=== DESCRIPTION OF THE TASK ===
Could you filter the data below down to the lines that hold the word "Mustaqillik"?

=== PROVIDED RECORDS ===

□ □ □ □ □

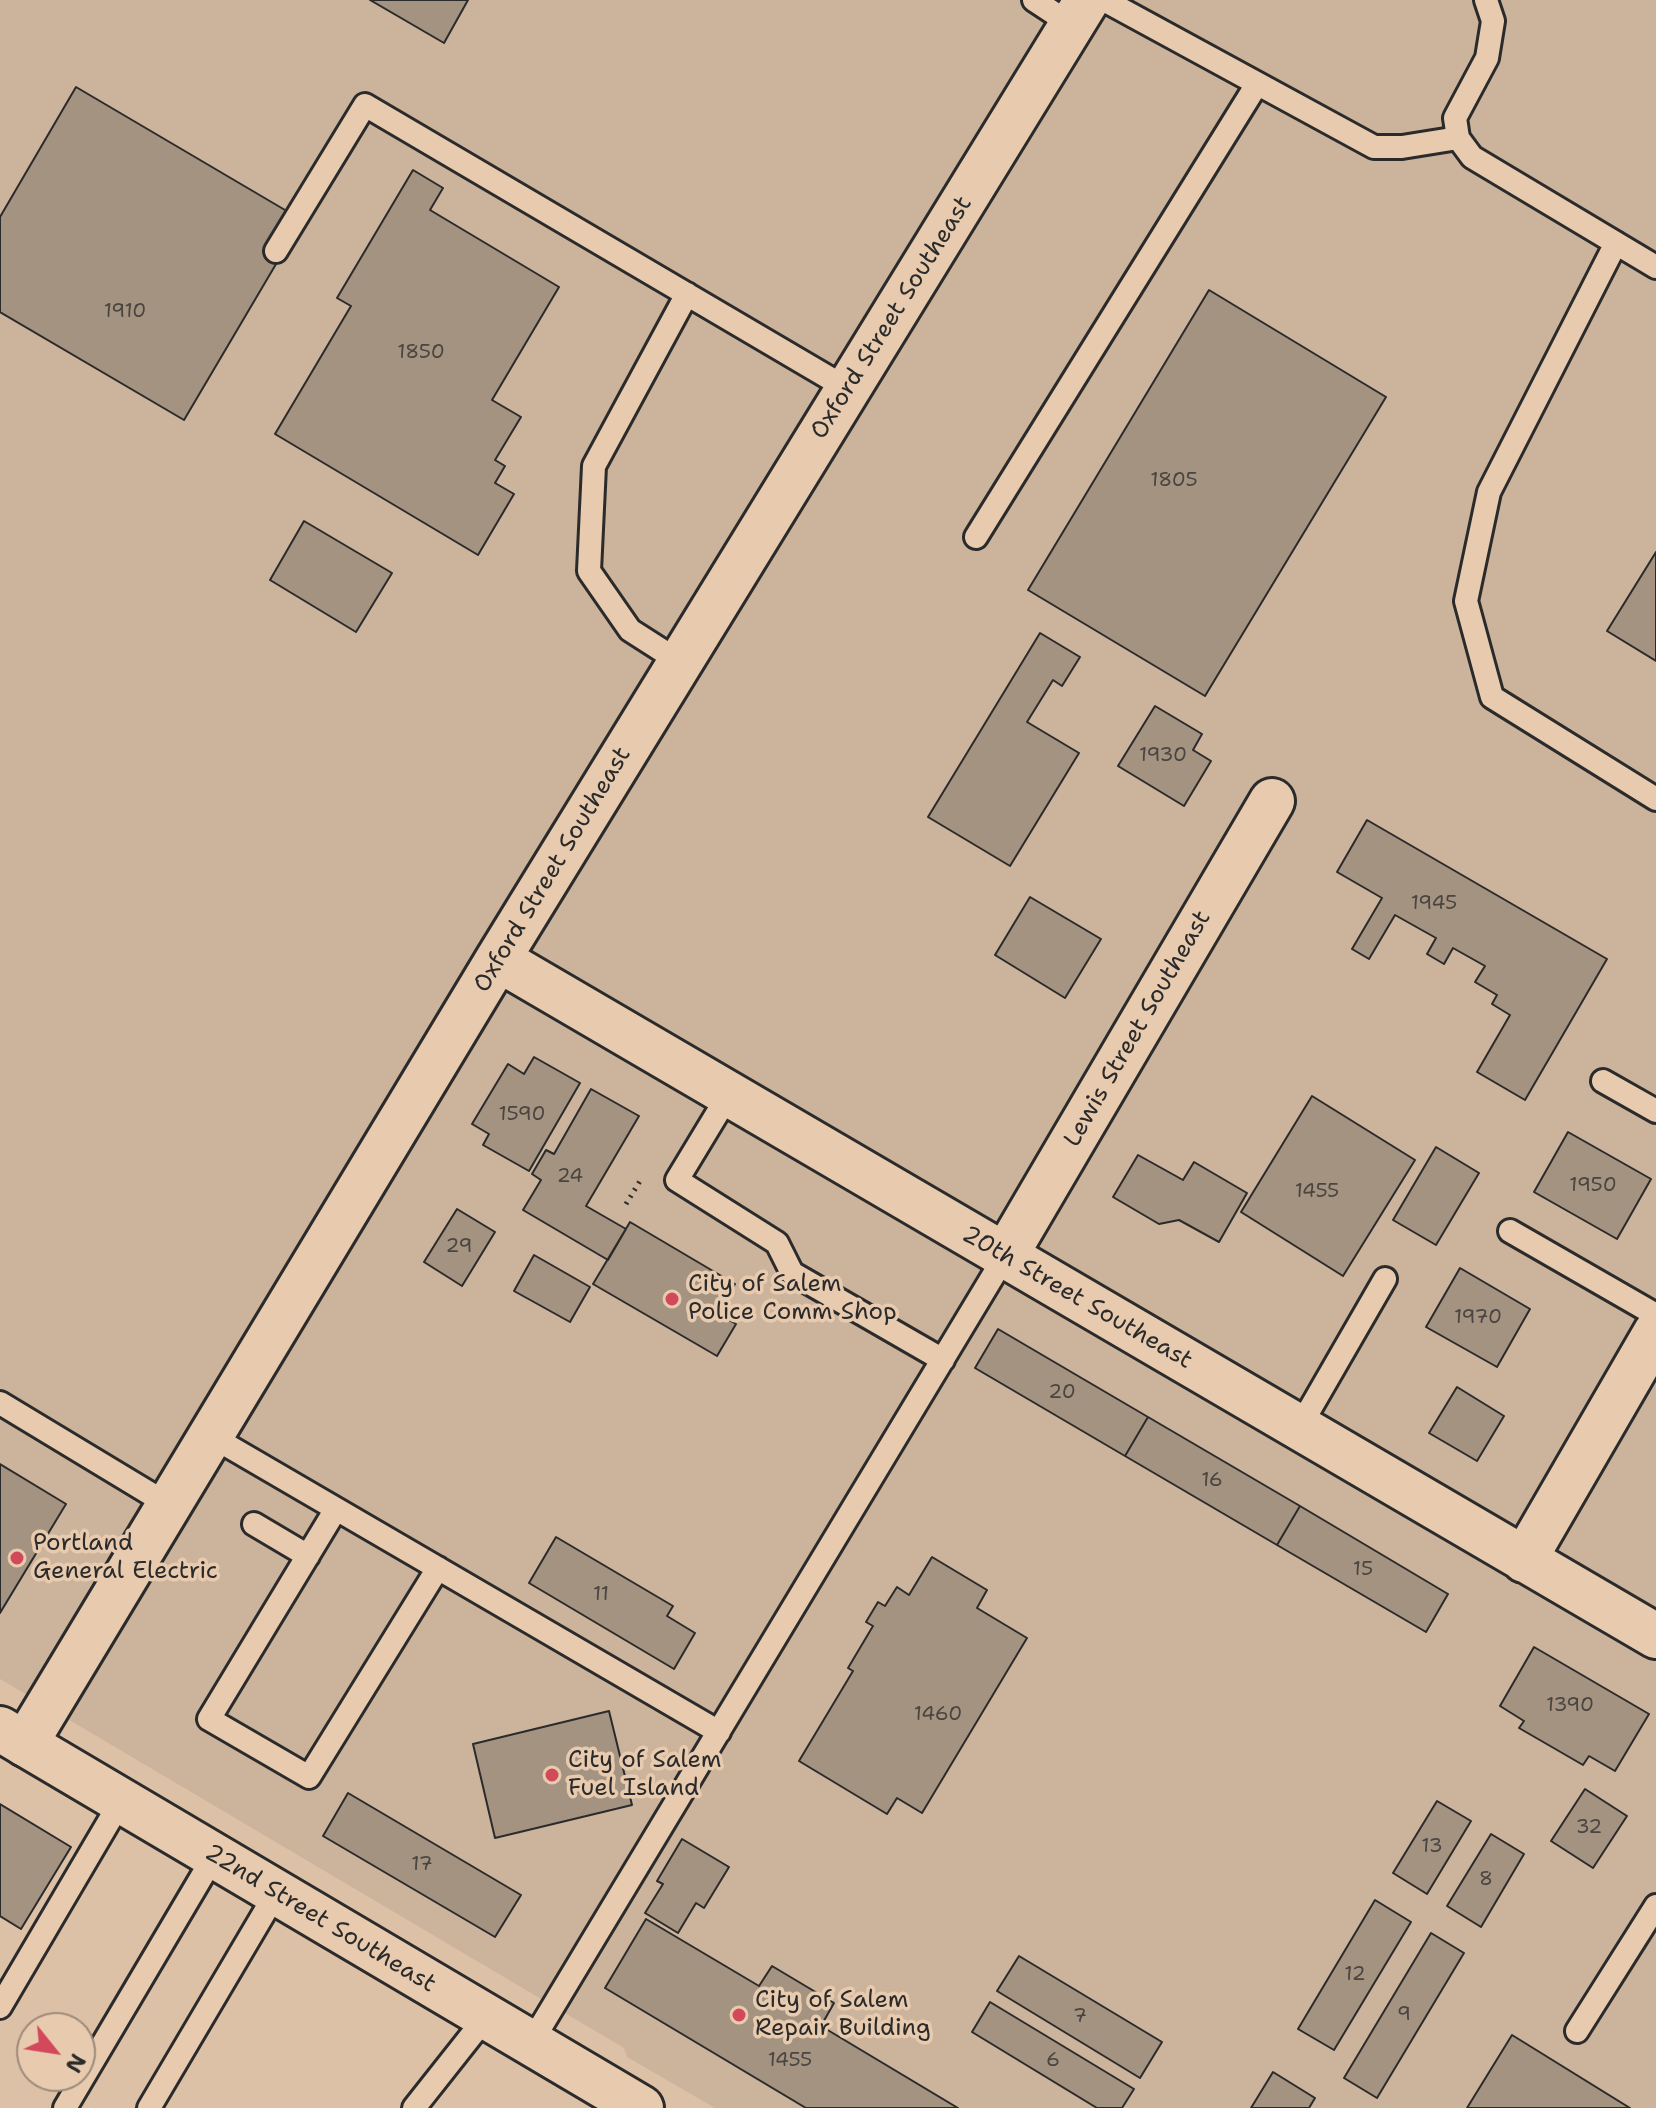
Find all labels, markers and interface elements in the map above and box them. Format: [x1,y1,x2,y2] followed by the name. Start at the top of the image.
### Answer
[805,191,979,445] street label: Oxford Street Southeast
[104,300,146,324] house number: 1910
[397,341,445,365] house number: 1850
[1150,469,1198,493] house number: 1805
[468,742,638,998] street label: Oxford Street Southeast
[1139,744,1187,768] house number: 1930
[1411,892,1457,916] house number: 1945
[1059,906,1217,1152] street label: Lewis Street Southeast
[498,1103,546,1127] house number: 1590
[557,1165,583,1189] house number: 24
[1569,1174,1617,1198] house number: 1950
[1295,1180,1339,1204] house number: 1455
[957,1220,1197,1376] street label: 20th Street Southeast
[446,1235,472,1259] house number: 29
[688,1271,897,1327] place label: City of Salem Police Comm Shop
[663,1290,681,1308] marker: City of Salem Police Comm Shop
[1454,1306,1502,1330] house number: 1970
[1048,1381,1076,1405] house number: 20
[1201,1469,1223,1493] house number: 16
[33,1530,218,1586] place label: Portland General Electric
[8,1549,26,1567] marker: Portland General Electric
[1353,1558,1373,1582] house number: 15
[593,1583,609,1607] house number: 11
[1546,1694,1594,1718] house number: 1390
[914,1703,962,1727] house number: 1460
[568,1747,722,1803] place label: City of Salem Fuel Island
[543,1766,561,1784] marker: City of Salem Fuel Island
[1576,1816,1602,1840] house number: 32
[1421,1835,1443,1859] house number: 13
[199,1839,441,1999] street label: 22nd Street Southeast
[411,1853,433,1877] house number: 17
[1479,1868,1493,1892] house number: 8
[1344,1963,1366,1987] house number: 12
[755,1987,931,2043] place label: City of Salem Repair Building
[1397,2003,1411,2027] house number: 9
[1073,2005,1087,2029] house number: 7
[730,2006,748,2024] marker: City of Salem Repair Building
[16,2012,96,2092] north arrow
[59,2048,92,2078] text: N
[768,2049,812,2073] house number: 1455
[1046,2049,1060,2073] house number: 6

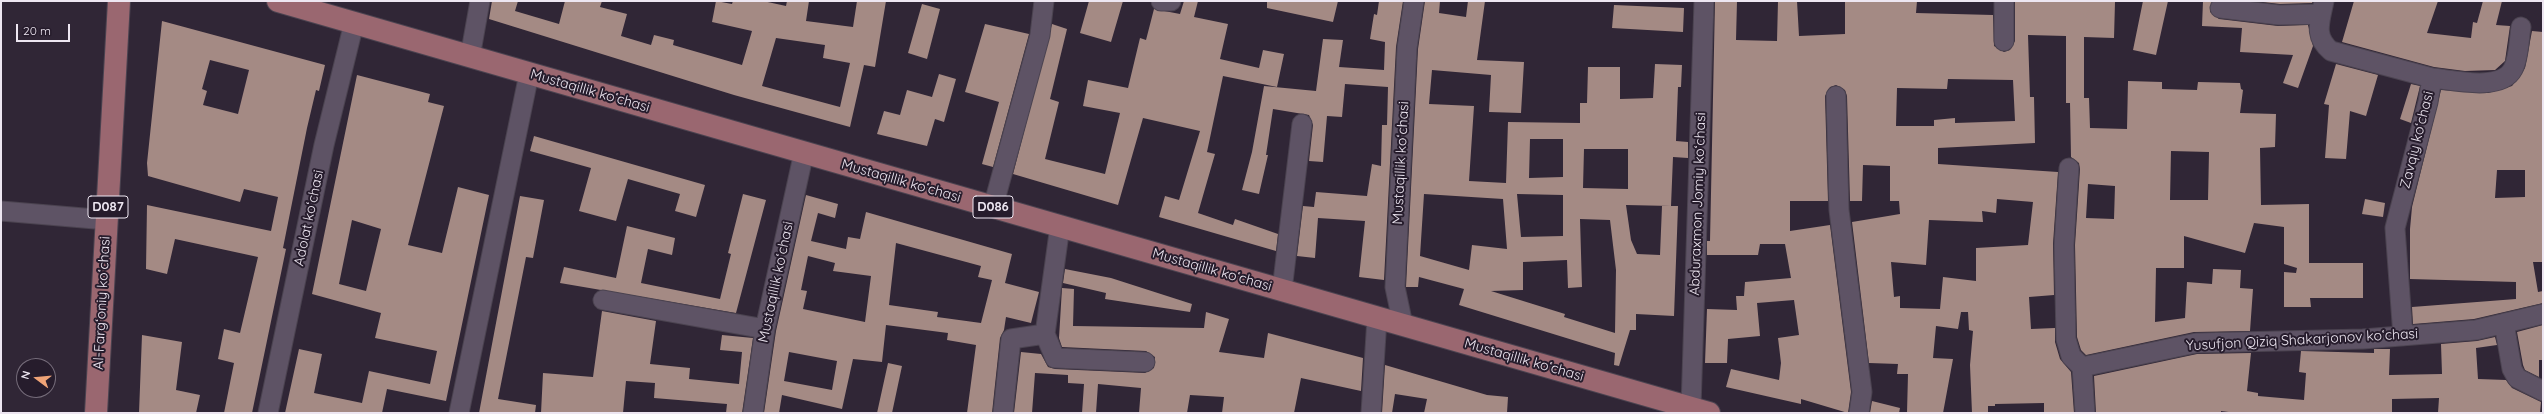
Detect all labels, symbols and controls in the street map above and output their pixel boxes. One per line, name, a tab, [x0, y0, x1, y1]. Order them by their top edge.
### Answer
scale bar	[18, 16, 72, 42]
text: 20 m	[23, 23, 51, 38]
street label: Mustaqillik koʻchasi	[528, 66, 652, 116]
street label: Zavqiy koʻchasi	[2397, 90, 2437, 190]
street label: Mustaqillik ko‘chasi	[1389, 101, 1413, 225]
street label: Abduraxmon Jomiy koʻchasi	[1686, 112, 1710, 296]
street label: Mustaqillik koʻchasi	[839, 156, 963, 206]
street label: Adolat koʻchasi	[291, 168, 327, 268]
road number: D087	[88, 196, 128, 218]
road number: D086	[973, 196, 1013, 218]
street label: Mustaqillik ko‘chasi	[755, 220, 797, 344]
street label: Al-Fargʻoniy koʻchasi	[90, 236, 114, 370]
street label: Mustaqillik koʻchasi	[1150, 245, 1274, 295]
street label: Yusufjon Qiziq Shakarjonov koʻchasi	[2186, 326, 2418, 354]
street label: Mustaqillik koʻchasi	[1462, 335, 1586, 385]
north arrow	[16, 358, 56, 398]
text: N	[18, 369, 33, 381]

□ □ □ □ □

=== TASK RESPONSE ===
street label: Mustaqillik koʻchasi	[528, 66, 652, 116]
street label: Mustaqillik ko‘chasi	[1389, 101, 1413, 225]
street label: Mustaqillik koʻchasi	[839, 156, 963, 206]
street label: Mustaqillik ko‘chasi	[755, 220, 797, 344]
street label: Mustaqillik koʻchasi	[1150, 245, 1274, 295]
street label: Mustaqillik koʻchasi	[1462, 335, 1586, 385]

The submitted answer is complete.